LP-X methods for KGs [ 3, 4 ] often adopt evaluation protocols and metrics tailored to specific LP algorithms and benchmarks, with limited emphasis on enabling systematic evaluation and comparison among them. Explanations are sometimes assessed across various dimensions, such as their impact on predictive task performance, their usefulness to users, and their overall clarity. This hampers their reproducibility and makes it dificult to identify their trade-ofs, determine best practices, and benchmark new ones against established baselines.

An appealing solution involves using ontologies to broadly model LP-X methods and their evaluations. By representing them into a shared conceptual space, such conceptualisation may not only categorise existing approaches but also drive to an operationalised design of a systematic and unified evaluation protocol with potential to be expanded to novel/additional evaluation dimensions. This would allow users to assess LP-X methods and evaluation protocols across domains, model types, and explanation styles, while covering all evaluation perspectives.

One promising resource is the Explanation Ontology (EO) [ 5 ], which describing XAI methods in terms of their inputs, outputs, and underlying assumptions, but lacks any formalisation of their evaluation processes and protocols. As such, without any conceptualisation for defining and selecting evaluation dimensions and corresponding metrics, it remains challenging to make a comprehensive and consistent comparison of these methods.

In this position paper, we argue that a unified, ontology-driven approach can overcome this fragmentation.

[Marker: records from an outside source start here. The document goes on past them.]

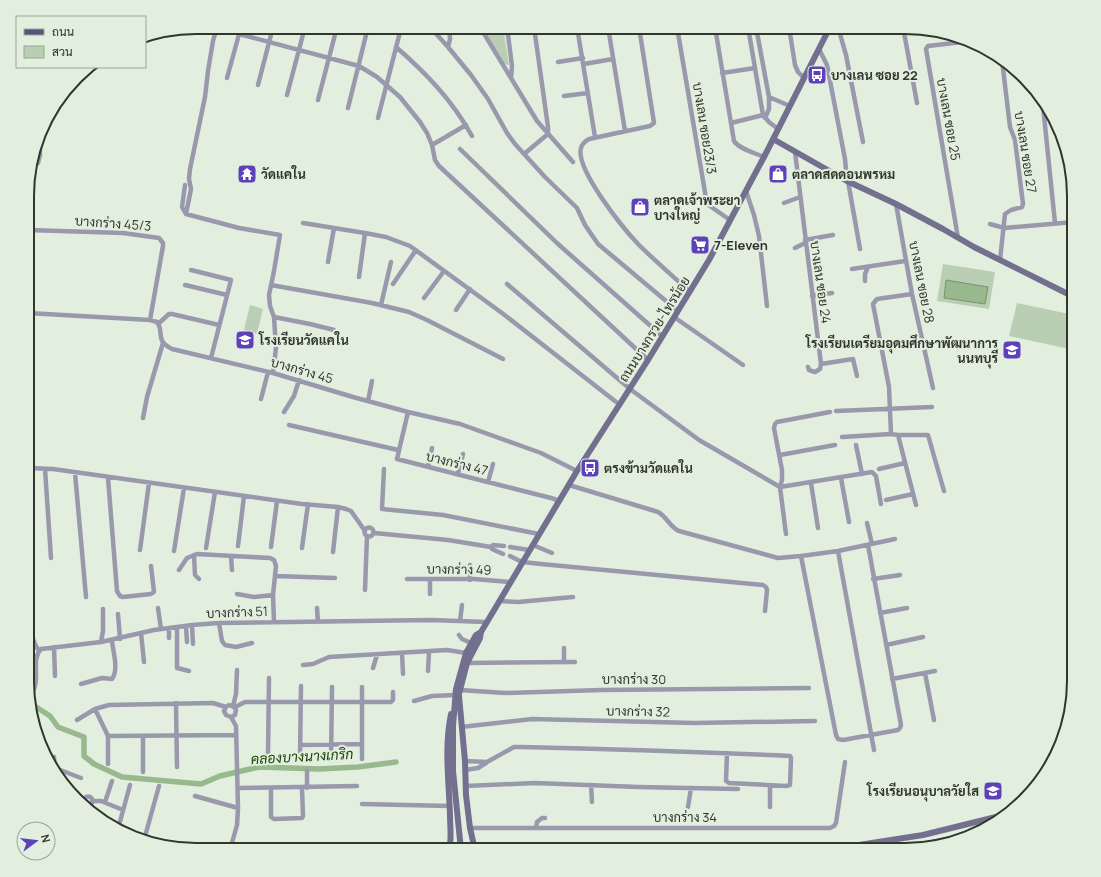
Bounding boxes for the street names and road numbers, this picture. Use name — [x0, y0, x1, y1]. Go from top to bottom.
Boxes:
street label: บางเลน ซอย 25 — [933, 76, 965, 162]
street label: บางเลน ซอย23/3 — [689, 81, 721, 175]
street label: บางเลน ซอย 27 — [1011, 110, 1041, 194]
street label: บางกร่าง 45/3 — [74, 211, 152, 235]
street label: บางเลน ซอย 24 — [806, 239, 836, 325]
street label: บางเลน ซอย 28 — [905, 239, 939, 325]
street label: ถนนบางกรวย-ไทรน้อย — [614, 273, 694, 385]
street label: บางกร่าง 45 — [269, 352, 335, 388]
street label: บางกร่าง 47 — [424, 447, 490, 479]
street label: บางกร่าง 49 — [426, 559, 492, 579]
street label: บางกร่าง 51 — [206, 602, 268, 622]
street label: บางกร่าง 30 — [602, 670, 666, 688]
street label: บางกร่าง 32 — [606, 701, 670, 721]
street label: บางกร่าง 34 — [653, 808, 717, 826]

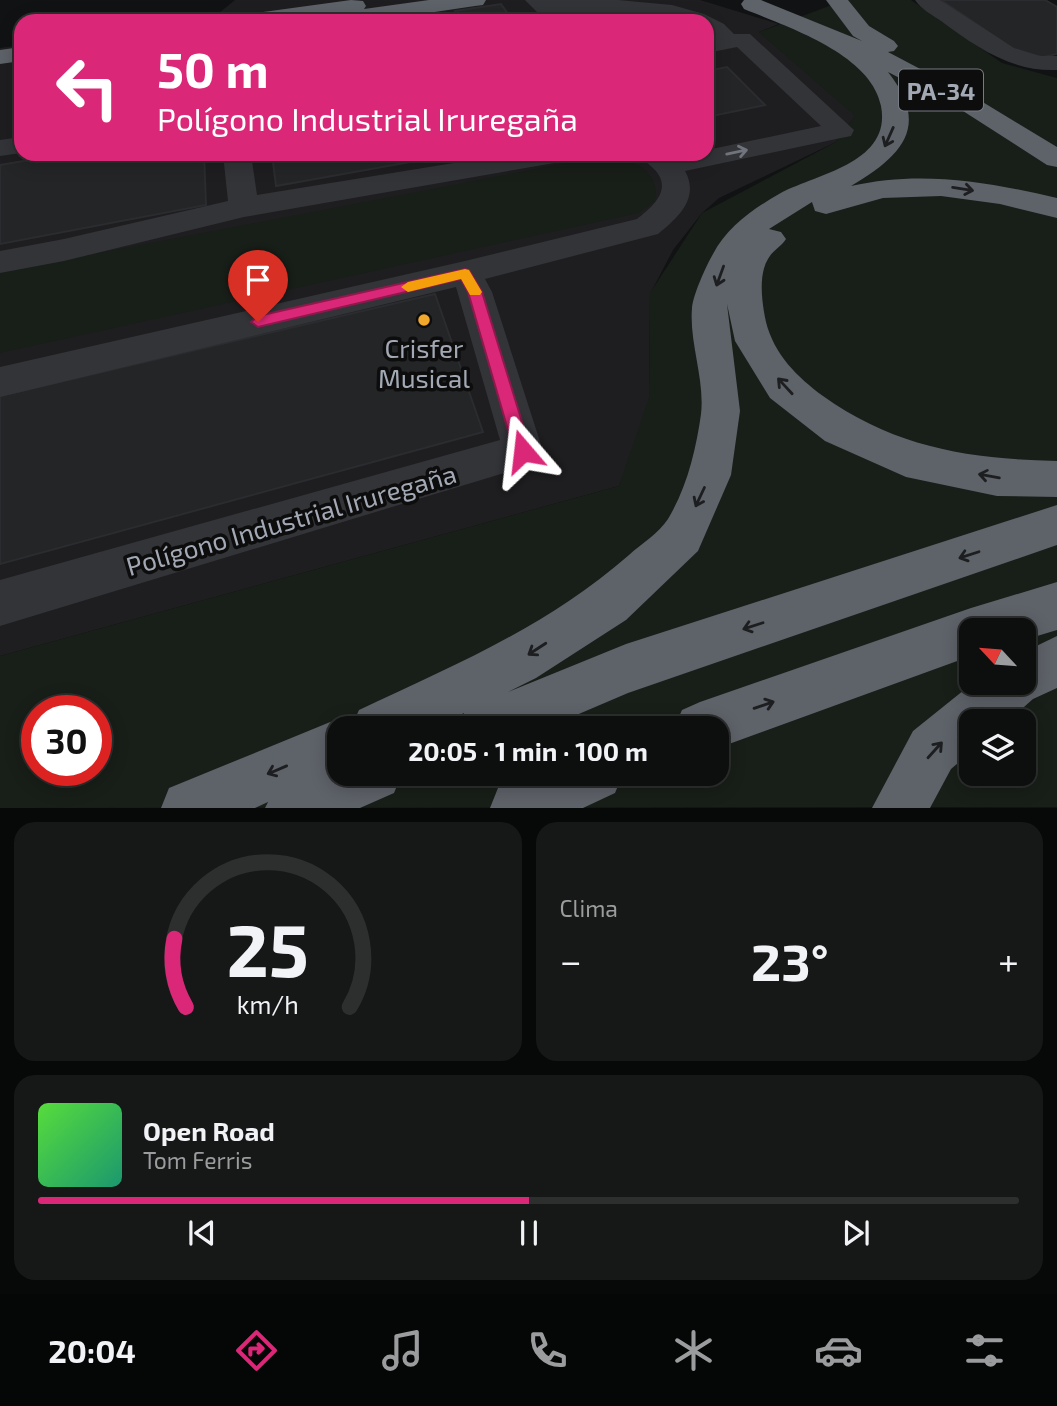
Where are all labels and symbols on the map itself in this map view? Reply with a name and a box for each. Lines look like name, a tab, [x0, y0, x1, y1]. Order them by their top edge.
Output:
road number: PA-34	[899, 70, 983, 110]
one-way arrow	[882, 126, 895, 147]
one-way arrow	[725, 145, 748, 159]
one-way arrow	[951, 182, 974, 195]
pin	[228, 250, 288, 322]
one-way arrow	[713, 264, 725, 286]
marker: Crisfer Musical	[416, 312, 432, 328]
place label: Crisfer Musical	[378, 332, 470, 393]
one-way arrow	[777, 377, 793, 395]
position arrow	[486, 414, 560, 488]
street label: Polígono Industrial Iruregaña	[122, 457, 460, 581]
one-way arrow	[978, 468, 1001, 482]
one-way arrow	[693, 486, 706, 507]
one-way arrow	[958, 549, 980, 562]
north arrow	[959, 618, 1036, 695]
one-way arrow	[742, 621, 764, 634]
one-way arrow	[528, 642, 547, 657]
speed limit sign: 30	[21, 695, 112, 786]
one-way arrow	[753, 698, 775, 710]
one-way arrow	[927, 741, 943, 759]
one-way arrow	[266, 765, 288, 778]

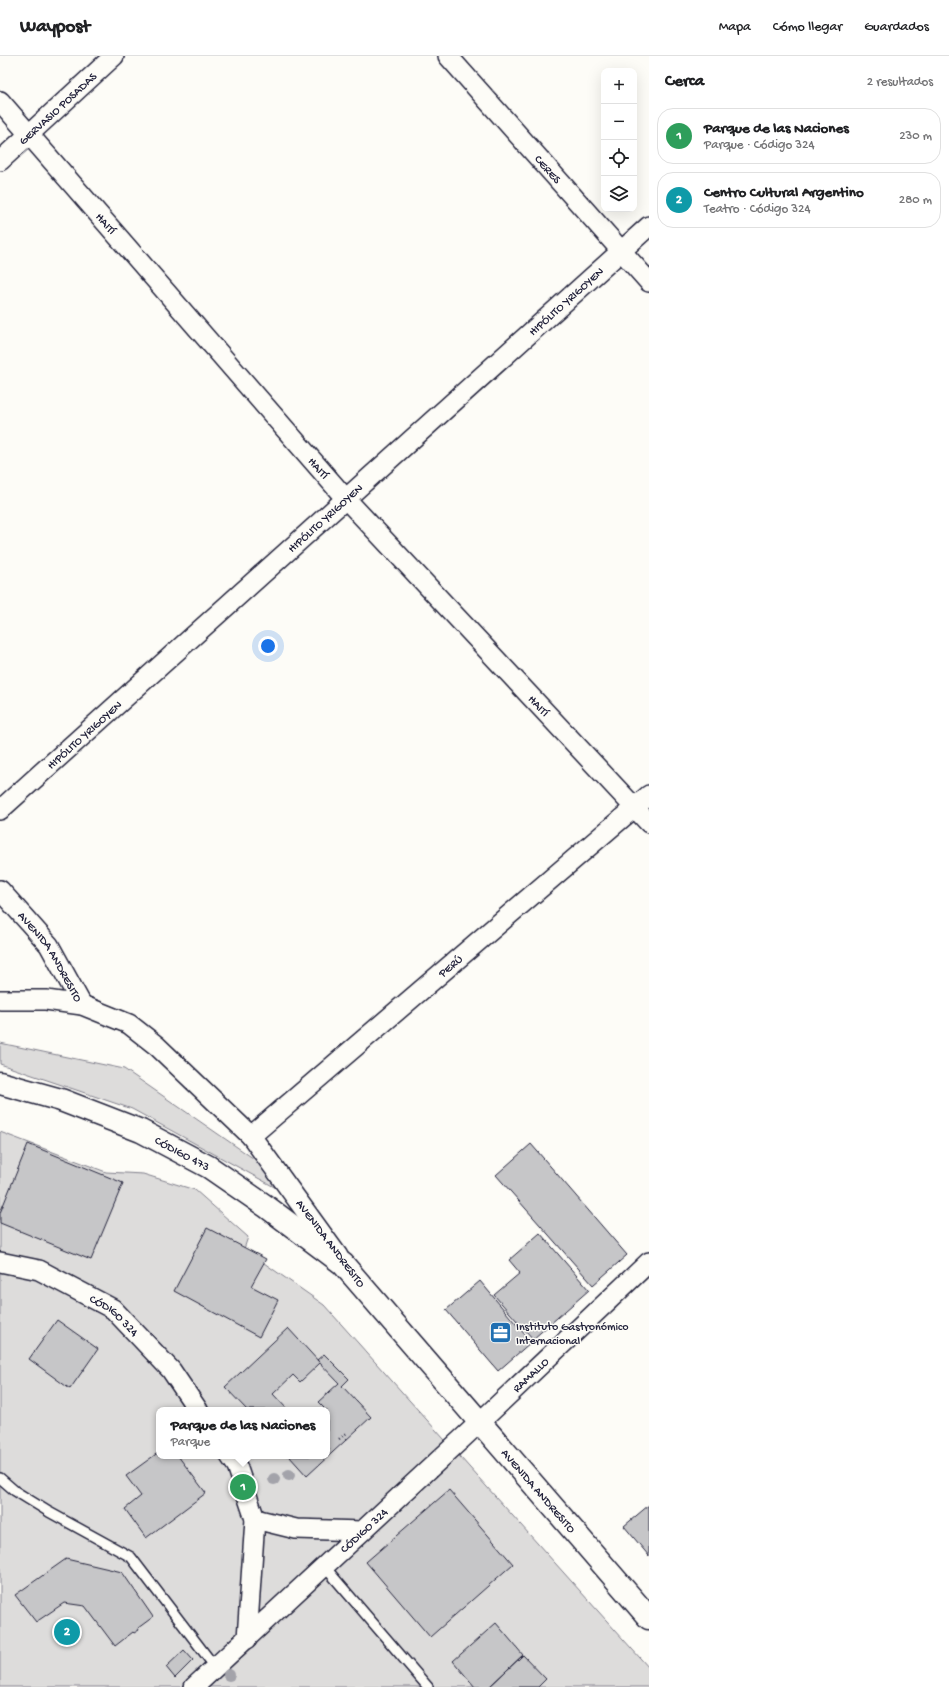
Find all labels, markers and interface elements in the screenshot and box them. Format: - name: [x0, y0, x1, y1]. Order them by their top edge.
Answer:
- text: Waypost: [20, 16, 90, 39]
- text: Mapa: [719, 19, 751, 36]
- text: Cómo llegar: [773, 19, 842, 36]
- text: Guardados: [864, 19, 929, 36]
- map controls: [601, 68, 637, 212]
- button: +: [601, 68, 637, 104]
- street label: GERVASIO POSADAS: [17, 70, 101, 149]
- text: Cerca: [665, 72, 704, 92]
- text: 2 resultados: [867, 75, 933, 90]
- button: −: [601, 104, 637, 140]
- text: Parque de las Naciones: [704, 120, 849, 138]
- text: 1: [676, 129, 682, 144]
- text: 230 m: [899, 129, 932, 144]
- text: Parque · Código 324: [704, 138, 815, 153]
- button: locate: [601, 140, 637, 176]
- street label: CERES: [531, 153, 563, 188]
- button: layers: [601, 176, 637, 212]
- text: Centro Cultural Argentino: [704, 184, 864, 202]
- text: 2: [676, 193, 682, 208]
- text: 280 m: [899, 193, 932, 208]
- text: Teatro · Código 324: [704, 202, 811, 217]
- street label: HAITÍ: [92, 211, 118, 238]
- street label: HIPÓLITO YRIGOYEN: [527, 265, 608, 340]
- street label: HAITÍ: [304, 455, 331, 483]
- street label: HIPÓLITO YRIGOYEN: [286, 482, 367, 557]
- your location: [258, 636, 278, 656]
- street label: HAITÍ: [524, 693, 551, 721]
- street label: HIPÓLITO YRIGOYEN: [45, 698, 126, 773]
- street label: AVENIDA ANDRESITO: [14, 910, 84, 1005]
- street label: PERÚ: [436, 953, 466, 982]
- street label: CÓDIGO 473: [152, 1134, 211, 1175]
- street label: AVENIDA ANDRESITO: [292, 1197, 367, 1291]
- street label: CÓDIGO 324: [86, 1293, 141, 1340]
- office icon: Instituto Gastronómico Internacional: [488, 1320, 514, 1346]
- place label: Instituto Gastronómico Internacional: [516, 1321, 628, 1349]
- street label: RAMALLO: [510, 1355, 553, 1396]
- popup: [156, 1407, 330, 1459]
- text: Parque de las Naciones: [171, 1417, 315, 1435]
- text: Parque: [171, 1435, 210, 1450]
- street label: AVENIDA ANDRESITO: [497, 1447, 577, 1537]
- pin: 1: [230, 1472, 256, 1502]
- street label: CÓDIGO 324: [338, 1506, 392, 1557]
- pin: 2: [54, 1617, 80, 1647]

We further draw a solution that sees the extension of the EO to define LP-Xs evaluation dimensions jointly with corresponding metrics, with the final goal of providing a comprehensive conceptualisation for automatising evaluating explanations, particularly coming from post-hoc LP-X solutions. Indeed, encoding explanation methods, metrics, and the evaluation protocol within the same semantic model (i.e., a structured knowledge representation like an ontology) facilitates retrieving and applying the most appropriate metrics for any given dimension for evaluating post-hoc explanation solutions, allowing comparability, reproducibility, and coverage across LP scenarios and beyond.

We frame two Research Questions (RQs) to support our position:

RQ 1. What are the dimensions for assessing/evaluating post-hoc LP explanations? RQ 2. Can a semantic model be adopted to realize a unified automated framework for evaluating diferent LP-Xs methods?

RQ 1 lays the groundwork by identifying and organising the essential evaluation dimensions. RQ 2 tests the hypothesis that an ontology-driven automatised system would be capable of employing the right evaluation methods and settings across diverse dimensions.

The paper is organised as follows: Sect. 2 provides an overview of post-hoc LP-X methods and evaluation protocols. Sect. 3 introduces some key notions for our proposal. Sect. 4 outlines our suggested direction and design of the solution Sect. 5 showcases a proof-of-concept to validate the solution. Sect. 6 recaps our position and suggestions and outlines directions for future research.

2. State of the Art

In this work, we specifically target post-hoc LP-X solutions. As such, in this section, we survey the main state-of-the-art in this direction and the class of metrics adopted for their evaluation.

Post-hoc LP-X methods difer in (1) the form of explanation they produce (e.g., facts, paths, rules, subgraphs), (2) the compatibility with underlying KGE models, and (3) the evaluation protocol applied often without standardisation across studies. Early approaches [ 6 ] generate single-fact explanations via perturbations or influence functions, but are typically limited to specific model types. Successive solutions [ 7, 8 ] enhance flexibility by introducing post-training modules applicable to most embedding models. Other works extract relevant sets of facts or neighborhood subgraphs, e.g. Baltatzis and Costabello [9] employs knowledge distillation on sampled subgraphs, while Zhao et al. [10] identifies substructures based on information gain. Ma et al. [11] uses greedy search to isolate subgraphs most relevant to a prediction. Broader techniques extend beyond (set of) triples. Amador-Domínguez et al. [12] outputs ontological axioms or factual triples, supported by template-based natural language generation. Betz et al. [13] uses adversarial abduction over learned rules while Ismaeil et al. [14] extracts interpretable features from embedding vectors for downstream tasks. Path-based approaches [ 6, 15 ] identify semantically similar paths using relation and entity similarity. Other solutions [16] adopt rule mining evaluated through classification performance.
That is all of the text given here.